• DESCRIPTION OF THE TASK
Within the data below, determine how many lines contain "halo" and supply only that figure.

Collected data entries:
——————

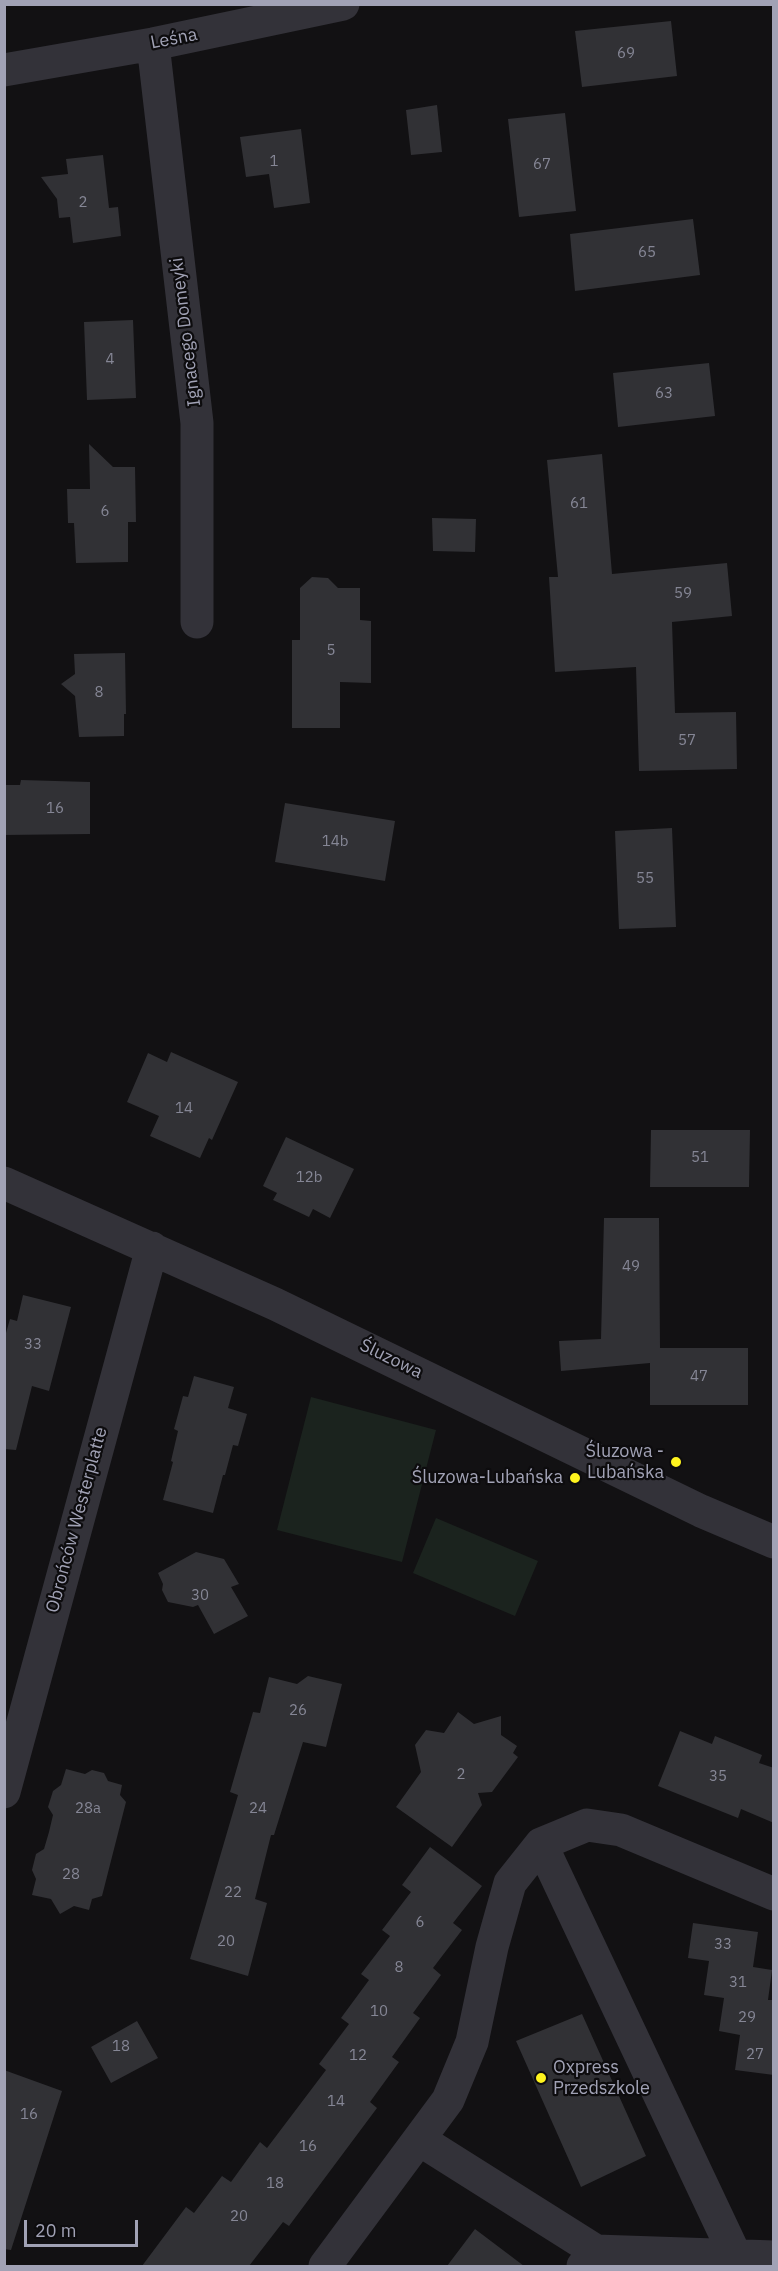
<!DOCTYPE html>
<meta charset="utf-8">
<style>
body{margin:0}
#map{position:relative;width:778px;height:2271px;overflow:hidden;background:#121113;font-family:"IBM Plex Sans",sans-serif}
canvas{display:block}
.frame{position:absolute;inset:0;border:6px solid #a1a2b5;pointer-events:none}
.scale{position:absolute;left:24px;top:2220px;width:114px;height:27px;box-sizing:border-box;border:3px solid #a1a2b5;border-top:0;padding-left:8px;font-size:18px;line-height:21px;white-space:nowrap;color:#a1a2b5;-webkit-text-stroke:4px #0d0c0e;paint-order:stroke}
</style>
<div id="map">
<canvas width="778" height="2271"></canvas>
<div class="frame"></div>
<div class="scale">20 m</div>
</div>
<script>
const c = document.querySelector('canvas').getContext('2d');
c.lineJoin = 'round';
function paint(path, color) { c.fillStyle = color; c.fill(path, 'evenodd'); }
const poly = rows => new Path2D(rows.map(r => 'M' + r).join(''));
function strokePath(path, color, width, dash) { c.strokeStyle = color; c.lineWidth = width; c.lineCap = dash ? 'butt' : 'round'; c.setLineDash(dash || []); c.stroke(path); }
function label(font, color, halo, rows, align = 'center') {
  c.font = font + ' "IBM Plex Sans",sans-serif'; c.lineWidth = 4.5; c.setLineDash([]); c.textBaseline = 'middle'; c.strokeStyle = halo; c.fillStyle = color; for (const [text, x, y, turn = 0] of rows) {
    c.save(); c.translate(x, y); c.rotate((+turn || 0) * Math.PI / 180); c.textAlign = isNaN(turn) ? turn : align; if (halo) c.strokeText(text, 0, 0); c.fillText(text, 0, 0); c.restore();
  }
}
const green = poly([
 [311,1397,436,1430,402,1562,277,1530],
 [436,1518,538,1561,515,1616,413,1573]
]);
const building = poly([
 [671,21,677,76,582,87,575,31],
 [437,105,442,152,411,155,406,110],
 [565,113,576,211,519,217,508,119],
 [301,129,310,203,274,208,269,174,246,177,240,137],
 [103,155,109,208,118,207,121,236,73,243,70,217,59,218,57,199,41,177,68,174,66,159],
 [693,219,700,275,575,291,570,234],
 [133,320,136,398,87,400,84,322],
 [709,363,715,416,618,427,613,373],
 [89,444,113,467,135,467,136,522,128,522,128,562,76,563,74,523,68,523,67,489,90,489],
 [602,454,612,574,727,563,732,616,672,622,675,713,736,712,737,769,639,771,636,667,555,672,549,577,558,577,547,460],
 [432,518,476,519,475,552,433,551],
 [312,577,328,578,338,588,360,588,360,620,371,621,371,683,340,682,340,728,292,728,292,640,300,640,300,588],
 [125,653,126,714,124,714,124,736,79,737,75,696,61,684,75,674,74,654],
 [21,780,90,782,90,834,4,835,4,785,20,785],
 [285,803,395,821,385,881,275,862],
 [672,828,676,927,619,929,615,831],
 [171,1052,238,1082,212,1140,209,1138,200,1158,150,1136,159,1116,127,1102,148,1053,167,1062],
 [651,1130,750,1130,749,1187,650,1187],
 [286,1137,354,1169,330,1218,313,1209,309,1217,273,1200,277,1193,263,1186],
 [604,1218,659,1218,660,1348,748,1348,748,1405,650,1405,650,1363,561,1371,559,1341,601,1339],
 [23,1295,71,1307,49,1391,32,1386,16,1450,4,1449,4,1340,10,1319,17,1321],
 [194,1376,234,1387,228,1408,247,1414,238,1446,233,1445,225,1475,223,1475,213,1513,163,1500,173,1462,171,1461,178,1431,174,1429,183,1396,188,1397],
 [196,1552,224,1559,239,1584,231,1587,248,1616,214,1634,198,1605,193,1607,168,1602,162,1590,163,1584,158,1573],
 [308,1676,342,1684,326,1747,303,1742,274,1835,271,1835,255,1899,267,1903,248,1976,190,1959,238,1795,230,1792,253,1712,260,1713,269,1677,297,1684],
 [458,1712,474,1724,501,1716,501,1735,517,1746,513,1753,518,1757,492,1792,478,1793,482,1805,452,1847,396,1807,421,1772,415,1745,426,1730,444,1733],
 [680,1731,712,1744,715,1736,762,1755,759,1763,774,1768,774,1823,741,1809,738,1818,658,1786],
 [66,1769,85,1774,92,1770,104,1773,108,1781,122,1785,120,1795,126,1802,102,1896,92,1899,89,1910,74,1906,60,1914,51,1899,32,1895,36,1879,32,1870,36,1854,44,1849,49,1832,53,1815,48,1807,53,1791,61,1785],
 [430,1847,482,1886,453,1923,462,1930,433,1968,441,1975,413,2013,420,2018,392,2057,399,2062,370,2102,377,2108,289,2226,283,2222,249,2266,142,2266,186,2207,194,2213,222,2176,231,2182,260,2142,267,2148,326,2070,319,2064,349,2024,341,2018,369,1980,361,1974,390,1936,382,1930,411,1892,402,1885],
 [693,1923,758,1932,753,1967,772,1970,768,2000,774,2000,774,2075,735,2070,740,2035,719,2031,724,1998,704,1995,709,1961,688,1958],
 [582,2014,646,2156,581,2187,516,2041],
 [137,2021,158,2058,111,2083,91,2047],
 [4,2070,62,2091,11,2250,4,2249],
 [475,2229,524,2266,447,2266]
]);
const minor = poly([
 [153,44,197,423,197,622],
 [4,70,153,44,343,4],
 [4,1183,275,1304,701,1511,774,1542],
 [4,1792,152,1248],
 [541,1844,736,2257],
 [541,1844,587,1825,621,1830,774,1894],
 [420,2140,596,2251],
 [325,2266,448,2100,472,2042,492,1947,510,1883,541,1844],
 [583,2266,596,2251,774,2257]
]);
const markers = [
 [676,1462,6,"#fff41e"],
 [575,1478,6,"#fff41e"],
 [541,2078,6,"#fff41e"]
];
const numberNames = [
 ["69",626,54],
 ["1",274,162],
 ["67",542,165],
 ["2",83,203],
 ["65",647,253],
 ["4",110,360],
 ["63",664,394],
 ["61",579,504],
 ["6",105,512],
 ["59",683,594],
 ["5",331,651],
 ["8",99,693],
 ["57",687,741],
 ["16",55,809],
 ["14b",335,842],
 ["55",645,879],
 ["14",184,1109],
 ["51",700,1158],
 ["12b",309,1178],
 ["49",631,1267],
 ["33",33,1345],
 ["47",699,1377],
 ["30",200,1596],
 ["26",298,1711],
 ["2",461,1775],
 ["35",718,1777],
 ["28a",88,1809],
 ["24",258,1809],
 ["28",71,1875],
 ["22",233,1893],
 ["6",420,1923],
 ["20",226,1942],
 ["33",723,1945],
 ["8",399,1968],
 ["31",738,1983],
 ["10",379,2012],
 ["29",747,2018],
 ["18",121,2047],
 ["27",755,2055],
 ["12",358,2056],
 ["14",336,2102],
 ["16",29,2115],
 ["16",308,2147],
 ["18",275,2184],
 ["20",239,2217]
];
const streetNames = [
 ["Leśna",174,39,-11],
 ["Ignacego Domeyki",186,332,-97],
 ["Śluzowa",391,1359,26],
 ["Obrońców Westerplatte",77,1520,-75]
];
const poiNames = [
 ["Śluzowa -",664,1452],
 ["Lubańska",664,1473],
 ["Śluzowa-Lubańska",563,1478],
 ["Oxpress",553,2068,"left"],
 ["Przedszkole",553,2089,"left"]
];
paint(green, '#1b231e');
paint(building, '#313135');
strokePath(minor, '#333239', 33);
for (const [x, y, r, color] of markers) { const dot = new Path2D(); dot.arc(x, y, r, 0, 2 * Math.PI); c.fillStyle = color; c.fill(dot); strokePath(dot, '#0d0c0e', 2); }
label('15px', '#858695', null, numberNames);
label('18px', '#a1a2b5', '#0d0c0e', streetNames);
label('18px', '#a1a2b5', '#0d0c0e', poiNames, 'right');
</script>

——————

• FINISHED EXERCISE
3